What SOX-ready entitlements infrastructure actually looks like
If you're an engineer or platform lead who's about to get asked "are our entitlements SOX-ready?" -here's what the auditors will be looking for, translated into engineering terms.
Immutable audit trail. Every entitlement change -whether triggered by a subscription event, a manual override, a promotional grant, or a credit allocation -needs to be recorded in an append-only log with timestamps, actor identity, and the before/after state. This isn't your application logs. It's a purpose-built audit trail that can be queried independently of your operational systems.
Separation of concerns between metering, entitlements, and billing. These three systems need to produce independently reconcilable datasets. If your billing system is also your source of truth for what customers can access, you have a single point of failure and a single point of audit risk. The metering layer says what happened. The entitlement layer says what was allowed. The billing layer says what was charged. All three need to agree, and you need to prove it.
Deterministic, reproducible enforcement. Given the same inputs (subscription state, usage data, credit balance), your entitlement engine should produce the same access decision every time. If enforcement logic lives in application code scattered across microservices, with different teams implementing rate limits differently, that's not reproducible -and an auditor will flag it.

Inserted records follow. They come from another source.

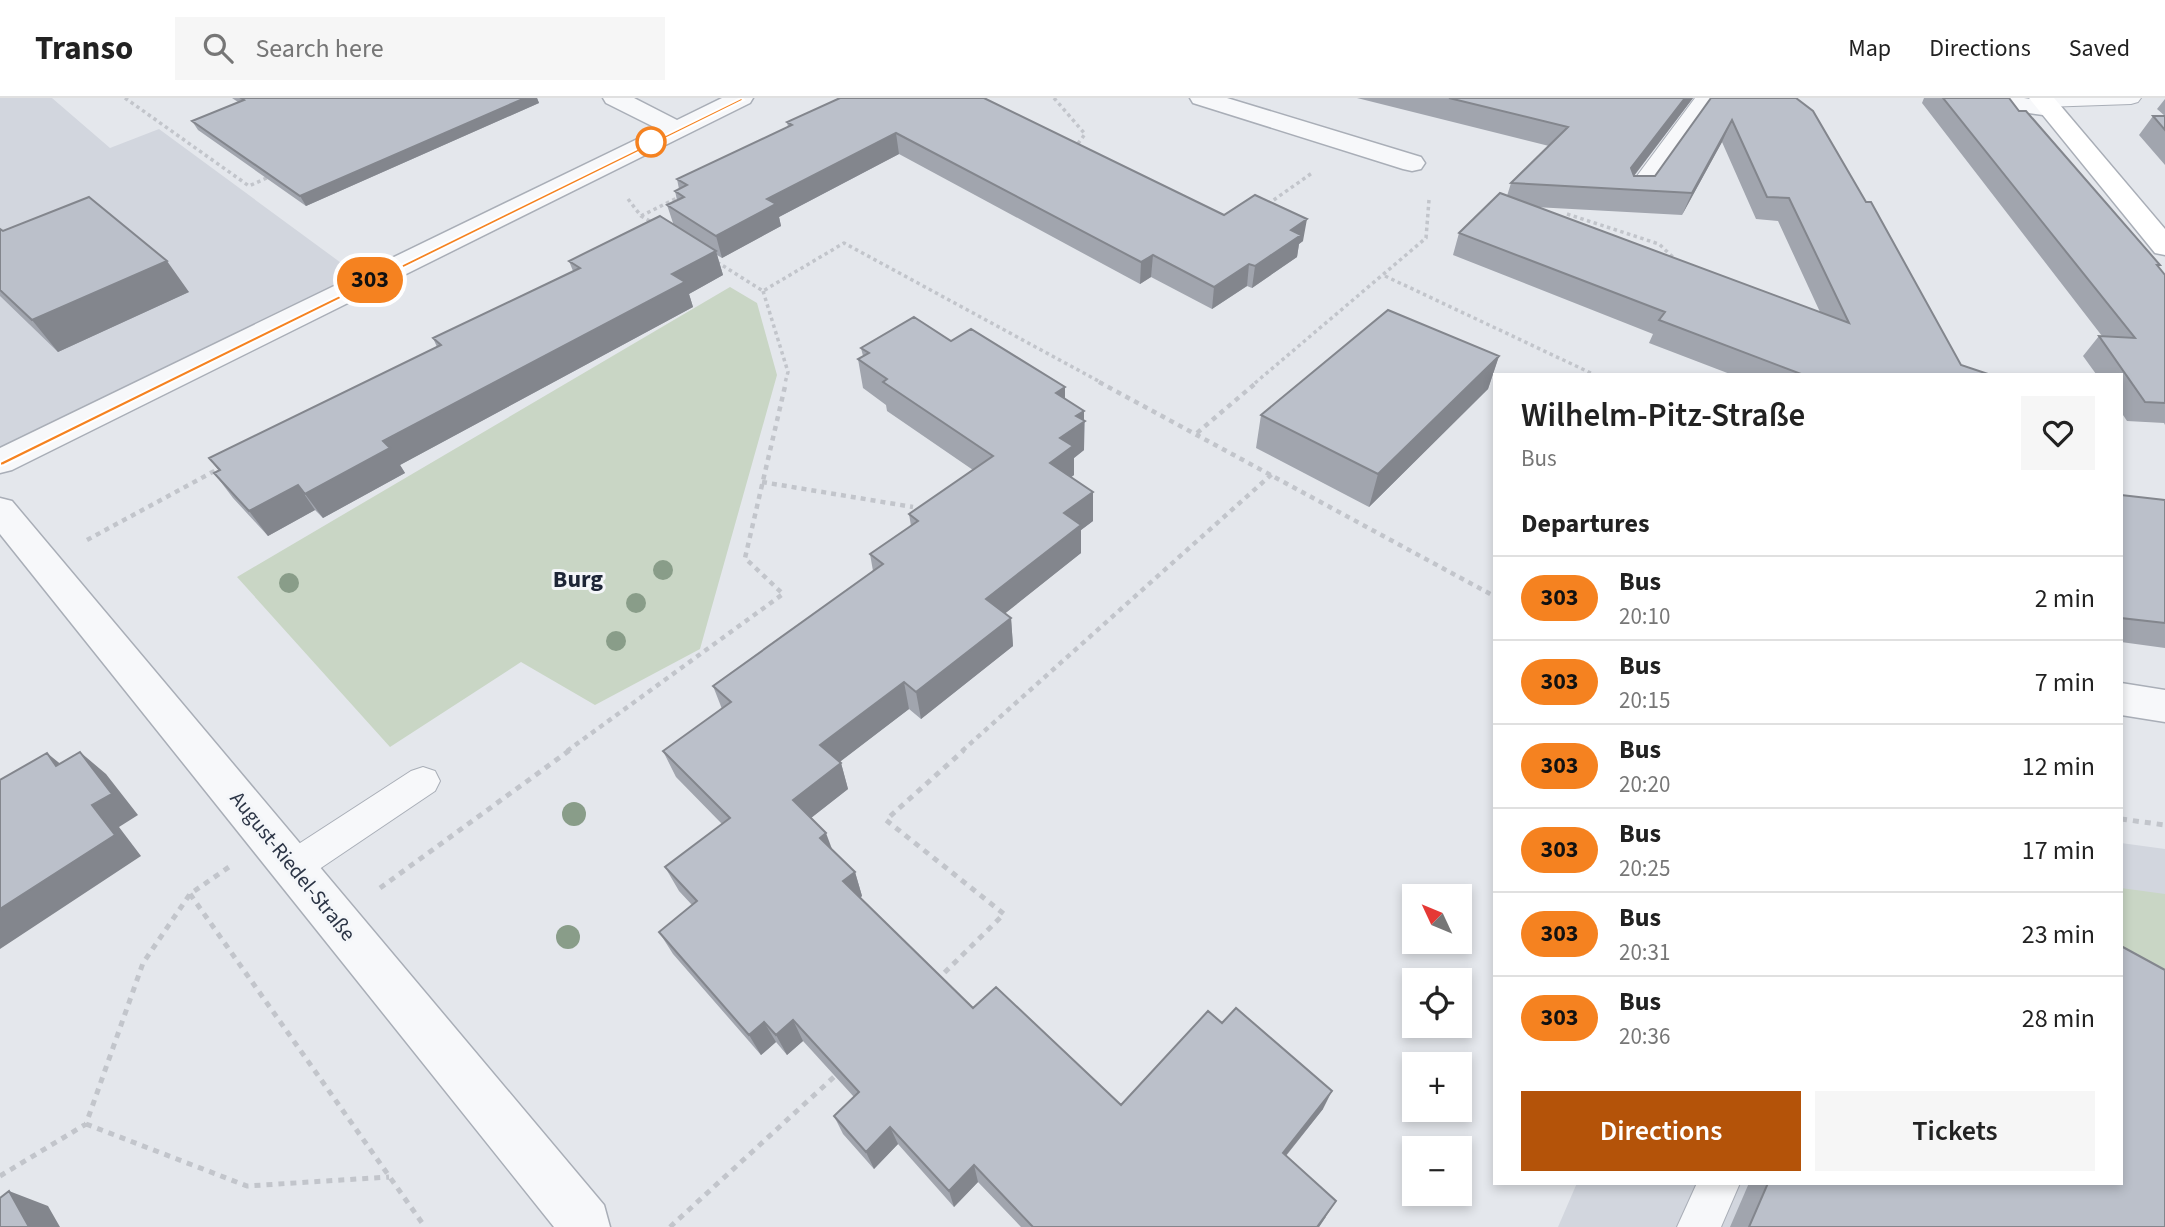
<!DOCTYPE html>
<html lang="en">
<head>
<meta charset="utf-8">
<style>
  :root { --surface:#fff; --page:#f6f6f6; --text:#222; --muted:#767676; --line:#e0e0e0; --accent:#b45309 }
  body { margin:0; font-family:"Source Sans 3",sans-serif; background:var(--page); color:var(--text); height:100vh; display:flex; flex-direction:column; font-size:26px; white-space:nowrap }
  * { box-sizing:border-box; margin:0 }
  p { font-size:23px; color:var(--muted) }
  .icon { flex:none; width:38px; height:38px; fill:none; stroke:currentColor; stroke-width:2; stroke-linecap:round; stroke-linejoin:round }
  .map { position:relative; flex:1; overflow:hidden }
  .panel { position:absolute; left:1493px; top:275px; width:630px; height:812px; display:flex; flex-direction:column; background:var(--surface); border-radius:0px; box-shadow:0 4px 10px #0003 }
  .panel>* { flex:none }
  .badge { padding:0 14px; border-radius:23px; font-size:24px; line-height:46px }
  .needle { width:46px; rotate:314deg }
  .controls { position:absolute; left:1402px; top:786px; display:grid; gap:14px }
  .controls a { display:grid; place-items:center; width:70px; height:70px; border-radius:0px; background:var(--surface); box-shadow:0 4px 10px #0003; font-size:35px }
  .map>.badge { position:absolute; translate:-50% -50%; box-shadow:0 0 0 4px #fff }
  h2 { padding:0 28px; font-size:26px; line-height:63px }
  .round { display:grid; place-items:center; flex:none; width:74px; height:74px; border-radius:0px; background:var(--page) }
  .summary { display:flex; align-items:center; justify-content:space-between; height:119px; padding:0 28px }
  h1 { font-size:33px; font-weight:600; line-height:52px }
  .button { display:flex; gap:14px; margin-top:auto; padding:14px 28px }
  .button a { flex:1; height:80px; border-radius:0px; background:var(--accent); color:#fff; font-size:28px; font-weight:600; line-height:80px; text-align:center }
  .button a+a { background:var(--page); color:var(--text) }
  ul { padding:0; list-style:none }
  li { display:flex; align-items:center; gap:21px; height:84px; padding:0 28px; border-top:2px solid var(--line) }
  li div { flex:1 }
  li b { display:block; font-size:26px }
  li em { font-style:normal }
  li .badge { min-width:77px; font-weight:700; text-align:center }
  header { display:flex; align-items:center; gap:42px; box-sizing:border-box; height:98px; padding:0 35px; background:var(--surface); border-bottom:2px solid var(--line) }
  header strong { font-size:33px }
  nav { display:flex; gap:38px; margin-inline-start:auto; font-size:24px }
  .search { width:490px; height:63px; background:var(--page); display:flex; align-items:center; gap:18px; box-sizing:border-box; padding:0 24px; border-radius:0px; color:var(--muted); font-size:26px }
  .map>svg:first-child { display:block }
  .built { fill:#d2d6de }
  .green { fill:#c9d6c5 }
  .lines { fill:none; stroke-linecap:round; stroke-linejoin:round }
  .lane-casing { stroke:#a9aeb7; stroke-width:2 }
  .street-casing { stroke:#a9aeb7; stroke-width:3 }
  .secondary-casing { stroke:#a9aeb7; stroke-width:3 }
  .path-far2 { stroke:#c2c5cb; stroke-width:3.5; stroke-dasharray:3.5 3.5; stroke-linecap:butt }
  .path-far1 { stroke:#c2c5cb; stroke-width:4.5; stroke-dasharray:5 5; stroke-linecap:butt }
  .path { stroke:#c2c5cb; stroke-width:5; stroke-dasharray:6 6; stroke-linecap:butt }
  .lane { fill:#f7f8fa; fill-rule:evenodd }
  .street { fill:#f7f8fa; fill-rule:evenodd }
  .secondary { fill:#fff; fill-rule:evenodd }
  .tree { fill:#899d89 }
  .wall { fill:#a1a5ae; fill-rule:evenodd }
  .shaded-wall { fill:#83868d }
  .building { fill:#bbc0ca; stroke:#83868d; stroke-width:2 }
  .line { fill:#f58220; stroke:#fff; stroke-width:2 }
  .stop-dot { fill:#fff; stroke:#f58220; stroke-width:3.5 }
  .labels { text-anchor:middle; stroke-width:6; stroke-linejoin:round; paint-order:stroke }
  .street-label { font-size:21px; fill:#2b3445; stroke:#f4f6f9 }
  .quarter-label { font-size:24px; font-weight:bold; fill:#1d2536; stroke:#f4f6f9 }
</style>
</head>
<body>
<header>
<strong>Transo</strong>
<div class="search"><svg class="icon" aria-label="search" viewBox="0 0 24 24"><circle cx="10" cy="10" r="6"/><path d="M15 15l6 6"/></svg>Search here</div>
<nav><a>Map</a><a>Directions</a><a>Saved</a></nav>
</header>
<div class="map">
<svg width="2165" height="1129" viewBox="0 0 2165 1129">
  <rect width="100%" height="100%" fill="#e4e7ec"/>
  <path class="built" d="M 0,0 L 52,0 L 110,50 L 159,31 L 367,184 L 0,364 Z
    M 2121,745 L 2165,751 L 2165,1129 L 1558,1129 L 1577,1085 L 2121,1085 Z"/>
  <path class="green" d="M 730,189 L 757,205 L 777,277 L 700,551 L 595,607 L 521,564 L 390,649 L 237,479 Z
    M 2121,790 L 2165,796 L 2165,875 L 2121,874 Z"/>
  <g class="lines">
    <defs>
      <path id="lane" d="M 1695,0 L 1715,0 L 1644,99 L 1628,99 L 1625,94 Z
        M 2036,0 L 2141,0 L 2138,4 L 2131,6 L 2044,9 L 2037,7 L 2034,3 Z
        M 423,669 L 435,673 L 440,683 L 435,693 L 306,780 L 293,785 L 280,780 L 275,769 L 280,758 L 411,673 Z
        M 1697,1085 L 1740,1085 L 1721,1129 L 1677,1129 Z"/>
      <path id="street" d="M 603,0 L 634,0 L 677,22 L 722,0 L 753,0 L 750,5 L 12,372 L 0,375 L 0,350 L 658,31 L 606,5 Z
        M 1190,0 L 1227,0 L 1421,59 L 1425,65 L 1421,71 L 1412,73 L 1403,71 L 1193,5 Z
        M 1960,0 L 2024,0 L 2059,6 L 2062,11 L 2059,16 L 2050,18 L 1972,7 L 1963,5 Z
        M 0,400 L 12,403 L 604,1107 L 610,1129 L 554,1129 L 0,436 Z
        M 2121,585 L 2165,592 L 2165,624 L 2121,617 Z"/>
      <path id="secondary" d="M 2029,0 L 2054,0 L 2165,131 L 2165,157 L 2155,155 Z"/>
    </defs>
    <use href="#lane" class="lane-casing"/>
    <use href="#street" class="street-casing"/>
    <use href="#secondary" class="secondary-casing"/>
    <path class="path-far2" d="M 125,0 L 249,88 L 269,79
      M 1054,0 L 1085,36 L 1074,51
      M 628,101 L 641,118 L 655,126
      M 1268,106 L 1312,75
      M 1567,116 L 1659,146 L 1677,163
      M 641,118 L 681,98
      M 717,164 L 763,193 L 844,145 L 1102,285
      M 1385,178 L 1593,276
      M 763,193 L 788,274 L 785,285
      M 1255,285 L 1426,140 L 1429,102"/>
    <path class="path-far1" d="M 1099,284 L 1494,498
      M 1197,335 L 1257,284
      M 762,384 L 913,409
      M 87,442 L 220,370
      M 567,653 L 783,496 L 745,460 L 786,284
      M 962,653 L 1272,376"/>
    <path class="path" d="M 2121,721 L 2165,727
      M 380,790 L 570,652
      M 190,796 L 425,1129
      M 936,883 L 1004,816 L 886,722 L 964,652
      M 86,1026 L 247,1088 L 389,1079
      M 0,1078 L 86,1026 L 143,865 L 190,796 L 229,769
      M 670,1129 L 835,978"/>
    <use href="#lane" class="lane"/>
    <use href="#street" class="street"/>
    <use href="#secondary" class="secondary"/>
  </g>
  <g class="tree">
    <circle cx="663" cy="472" r="10"/>
    <circle cx="289" cy="485" r="10"/>
    <circle cx="636" cy="505" r="10"/>
    <circle cx="616" cy="543" r="10"/>
    <circle cx="574" cy="716" r="12"/>
    <circle cx="568" cy="839" r="12"/>
  </g>
  <path class="wall" d="M 232,0 L 537,0 L 539,5 L 306,108 L 198,32 L 192,23 L 238,4 Z
    M 840,0 L 1224,117 L 1303,143 L 1299,146 L 1297,159 L 1252,190 L 1247,188 L 1212,211 L 1151,179 L 1140,186 L 899,56 L 779,119 L 781,128 L 722,160 L 717,157 L 723,177 L 689,196 L 693,209 L 400,367 L 405,375 L 323,420 L 315,412 L 268,438 L 233,400 L 214,375 L 219,373 L 209,360 L 437,249 L 433,240 L 573,173 L 569,163 L 673,125 L 667,107 L 677,102 L 675,93 L 679,91 L 677,81 L 788,29 L 787,24 Z
    M 1357,0 L 1693,0 L 1634,78 L 1655,78 L 1711,0 L 1961,267 L 1988,276 L 1730,276 L 1649,245 L 1653,236 L 1453,157 L 1459,135 L 1507,98 L 1511,85 L 1549,48 ZM 1722,44 L 1756,121 L 1778,123 L 1820,214 L 1535,109 L 1682,117 Z
    M 1924,0 L 2009,0 L 2019,13 L 2160,167 L 2158,169 L 2165,177 L 2165,327 L 2164,325 L 2127,323 L 2121,314 L 2121,276 L 2096,276 L 2083,258 L 2099,238 L 2102,238 L 1922,5 Z
    M 2165,1 L 2165,67 L 2139,37 L 2153,18 L 2165,18 L 2157,11 Z
    M 0,131 L 3,133 L 189,194 L 58,254 L 0,198 Z
    M 951,243 L 1065,301 L 1085,323 L 1084,352 L 1074,360 L 1074,377 L 1071,379 L 1093,394 L 1093,423 L 1081,432 L 1081,455 L 1005,515 L 1011,520 L 1013,548 L 921,621 L 909,611 L 839,664 L 841,665 L 848,691 L 811,720 L 832,752 L 855,774 L 862,798 L 860,800 L 973,910 L 1121,1007 L 1323,1011 L 1286,1058 L 1326,1119 L 1319,1129 L 1021,1129 L 978,1084 L 954,1109 L 898,1046 L 874,1071 L 843,1036 L 834,1018 L 854,999 L 803,943 L 787,957 L 776,944 L 761,957 L 673,856 L 659,834 L 692,807 L 679,793 L 665,769 L 722,726 L 676,679 L 663,653 L 722,611 L 713,588 L 873,473 L 870,456 L 911,428 L 909,416 L 973,372 L 887,313 L 886,307 L 863,290 L 858,261 L 863,258 L 861,250 Z
    M 1499,258 L 1488,291 L 1369,409 L 1256,350 L 1261,317 Z
    M 2121,397 L 2165,402 L 2165,550 L 2121,544 Z
    M 1749,1085 L 2121,1085 L 2165,1129 L 1730,1129 Z"/>
  <path class="shaded-wall" d="M 525,0 L 537,0 L 539,5 L 306,108 L 300,98 Z
    M 1685,0 L 1693,0 L 1623,92 L 1631,70 Z
    M 1732,22 L 1722,44 L 1682,117 L 1692,95 Z
    M 896,35 L 899,56 L 779,119 L 781,128 L 722,160 L 716,138 L 767,101 Z
    M 1307,121 L 1303,143 L 1299,146 L 1297,159 L 1252,190 L 1255,168 L 1291,132 Z
    M 716,153 L 723,177 L 689,196 L 693,209 L 400,367 L 405,375 L 323,420 L 305,396 L 383,343 L 672,176 Z
    M 1153,157 L 1151,179 L 1140,186 L 1141,164 Z
    M 167,163 L 189,194 L 58,254 L 32,222 Z
    M 1249,166 L 1247,188 L 1212,211 L 1214,189 Z
    M 1499,258 L 1488,291 L 1369,409 L 1378,376 Z
    M 1065,289 L 1065,318 L 1056,295 Z
    M 1084,313 L 1084,352 L 1074,360 L 1074,377 L 1051,394 L 1050,365 L 1060,340 L 1076,318 Z
    M 298,387 L 315,412 L 268,438 L 249,413 Z
    M 1093,394 L 1093,423 L 1081,432 L 1081,455 L 988,529 L 986,501 L 1064,415 Z
    M 1011,520 L 1013,548 L 921,621 L 916,594 Z
    M 904,584 L 909,611 L 828,673 L 820,647 Z
    M 80,654 L 106,676 L 138,717 L 119,729 L 141,758 L 0,851 L 0,811 Z
    M 47,655 L 74,677 L 56,668 Z
    M 841,665 L 848,691 L 802,727 L 793,702 Z
    M 826,735 L 835,759 L 820,740 Z
    M 855,774 L 862,798 L 851,807 L 843,783 Z
    M 793,922 L 803,943 L 787,957 L 776,937 Z
    M 764,924 L 776,944 L 761,957 L 749,937 Z
    M 1332,993 L 1323,1011 L 1275,1071 L 1283,1055 Z
    M 890,1029 L 898,1046 L 874,1071 L 866,1054 Z
    M 974,1067 L 978,1084 L 954,1109 L 949,1093 Z
    M 9,1093 L 48,1108 L 60,1129 L 29,1129 Z
    M 1336,1103 L 1319,1129 L 1317,1129 Z"/>
  <path class="building" d="M 241,0 L 525,0 L 300,98 L 192,23 L 244,2 Z
    M 840,0 L 984,0 L 1224,117 L 1255,97 L 1307,121 L 1291,132 L 1301,137 L 1255,168 L 1249,166 L 1214,189 L 1153,157 L 1141,164 L 896,35 L 767,101 L 776,106 L 716,138 L 667,107 L 684,99 L 675,93 L 687,87 L 677,81 L 792,27 L 787,24 Z
    M 1449,0 L 1685,0 L 1631,70 L 1634,78 L 1655,78 L 1711,0 L 1796,0 L 1813,13 L 1866,104 L 1871,104 L 1961,267 L 1988,276 L 1801,276 L 1659,222 L 1665,214 L 1459,135 L 1500,95 L 1849,225 L 1789,100 L 1767,99 L 1732,22 L 1692,95 L 1511,85 L 1568,29 Z
    M 1943,0 L 2009,0 L 2019,13 L 2026,13 L 2160,167 L 2157,167 L 2165,177 L 2165,305 L 2145,304 L 2099,238 L 2135,240 Z
    M 2153,18 L 2165,18 L 2165,32 Z
    M 89,99 L 167,163 L 32,222 L 0,192 L 0,131 L 3,133 Z
    M 660,118 L 716,153 L 672,176 L 685,184 L 383,343 L 390,350 L 305,396 L 298,387 L 249,413 L 214,375 L 220,372 L 209,360 L 441,247 L 433,240 L 580,170 L 569,163 Z
    M 1388,212 L 1499,258 L 1378,376 L 1261,317 Z
    M 914,219 L 951,243 L 971,231 L 1065,289 L 1056,295 L 1084,313 L 1076,318 L 1085,323 L 1060,340 L 1073,348 L 1050,365 L 1093,394 L 1064,415 L 1081,427 L 986,501 L 1011,520 L 916,594 L 904,584 L 820,647 L 841,665 L 793,702 L 826,735 L 820,740 L 855,774 L 843,783 L 973,910 L 996,889 L 1121,1007 L 1208,913 L 1222,925 L 1236,910 L 1332,993 L 1283,1055 L 1336,1103 L 1317,1129 L 1033,1129 L 974,1067 L 949,1093 L 890,1029 L 866,1054 L 834,1018 L 859,994 L 793,922 L 776,937 L 764,924 L 749,937 L 659,834 L 697,803 L 665,769 L 730,720 L 663,653 L 731,604 L 713,588 L 883,466 L 870,456 L 918,423 L 909,416 L 993,358 L 883,284 L 887,281 L 858,261 L 869,255 L 861,250 Z
    M 2121,397 L 2165,402 L 2165,525 L 2121,520 Z
    M 80,654 L 112,696 L 92,707 L 115,737 L 0,811 L 0,682 L 47,655 L 56,668 Z
    M 2121,848 L 2165,872 L 2165,1129 L 1749,1129 L 1768,1085 L 2121,1085 Z
    M 9,1093 L 29,1129 L 0,1129 L 0,1100 Z"/>
  <path class="line" d="M 741,0 L 744,2 L 4,367 L 0,368 L 0,364 Z"/>
  <circle class="stop-dot" cx="651" cy="44" r="14"/>
  <g class="labels">
    <g class="street-label">
      <text transform="translate(293 768) rotate(51)" y="7">August-Riedel-Straße</text>
    </g>
    <g class="quarter-label">
      <text x="578" y="489">Burg</text>
    </g>
  </g>
</svg>
<div class="controls">
<a><svg class="needle" viewBox="-14 -14 28 28"><path d="M0-13l5 13h-10z" fill="#e53935"/><path d="M0 13l5-13h-10z" fill="#767676"/></svg></a>
<a><svg class="icon" aria-label="locate" viewBox="0 0 24 24"><circle cx="12" cy="12" r="6"/><path d="M12 2v4M12 18v4M2 12h4M18 12h4"/></svg></a>
<a>+</a>
<a>−</a>
</div>
<b class="badge" style="left:370px;top:182px;background:#f58220;color:#111">303</b>
<section class="panel">
<div class="summary"><div><h1>Wilhelm-Pitz-Straße</h1><p>Bus</p></div><a class="round"><svg class="icon" aria-label="heart" viewBox="0 0 24 24"><path d="M12 20l-8-8c-3-5 5-10 8-4 3-6 11-1 8 4z"/></svg></a></div>
<h2>Departures</h2>
<ul>
<li><span class="badge" style="background:#f58220;color:#111">303</span><div><b>Bus</b><p>20:10</p></div><em>2 min</em></li>
<li><span class="badge" style="background:#f58220;color:#111">303</span><div><b>Bus</b><p>20:15</p></div><em>7 min</em></li>
<li><span class="badge" style="background:#f58220;color:#111">303</span><div><b>Bus</b><p>20:20</p></div><em>12 min</em></li>
<li><span class="badge" style="background:#f58220;color:#111">303</span><div><b>Bus</b><p>20:25</p></div><em>17 min</em></li>
<li><span class="badge" style="background:#f58220;color:#111">303</span><div><b>Bus</b><p>20:31</p></div><em>23 min</em></li>
<li><span class="badge" style="background:#f58220;color:#111">303</span><div><b>Bus</b><p>20:36</p></div><em>28 min</em></li>
</ul>
<div class="button"><a>Directions</a><a>Tickets</a></div>
</section>
</div>
</body>
</html>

Point-in-time reconstruction. You need to be able to answer: "What was Customer X entitled to on March 15th at 2:00 PM?" Not approximately. Not "whatever their current plan is." The exact entitlements that were active at that moment, including any overrides, promotional grants, or credit adjustments.
Controlled change management. Changes to entitlement logic -the rules that determine what access a given plan or credit balance confers -need to go through documented, approved processes. If a product manager can change a plan's feature set and it instantly affects all customers' entitlements with no review trail, that's a control gap.
The urgency factor
The timing isn't random. Three things are converging:
First, the AI IPO wave. OpenAI, Anthropic, and others are moving toward public markets. The financial scrutiny that comes with S-1 filings and SOX compliance is forcing these companies to look hard at infrastructure they built for speed, not auditability.
Second, public SaaS companies are adopting credits. What started as an AI-native pricing model is spreading to established platforms. Every company that adds credit-based AI features inherits the compliance complexity that comes with consumption-based revenue recognition.
Third, the scale of AI usage makes "good enough" infrastructure not good enough. When you're managing billions of API calls and real-time credit balances across enterprise customers with complex org hierarchies -the duct-tape solutions that worked at Series B don't survive an audit at the scale these companies operate.
Teams that start thinking about this early tend to have more room to adapt and avoid last-minute fixes. Others may only confront these gaps when external pressure, like an audit, forces the issue.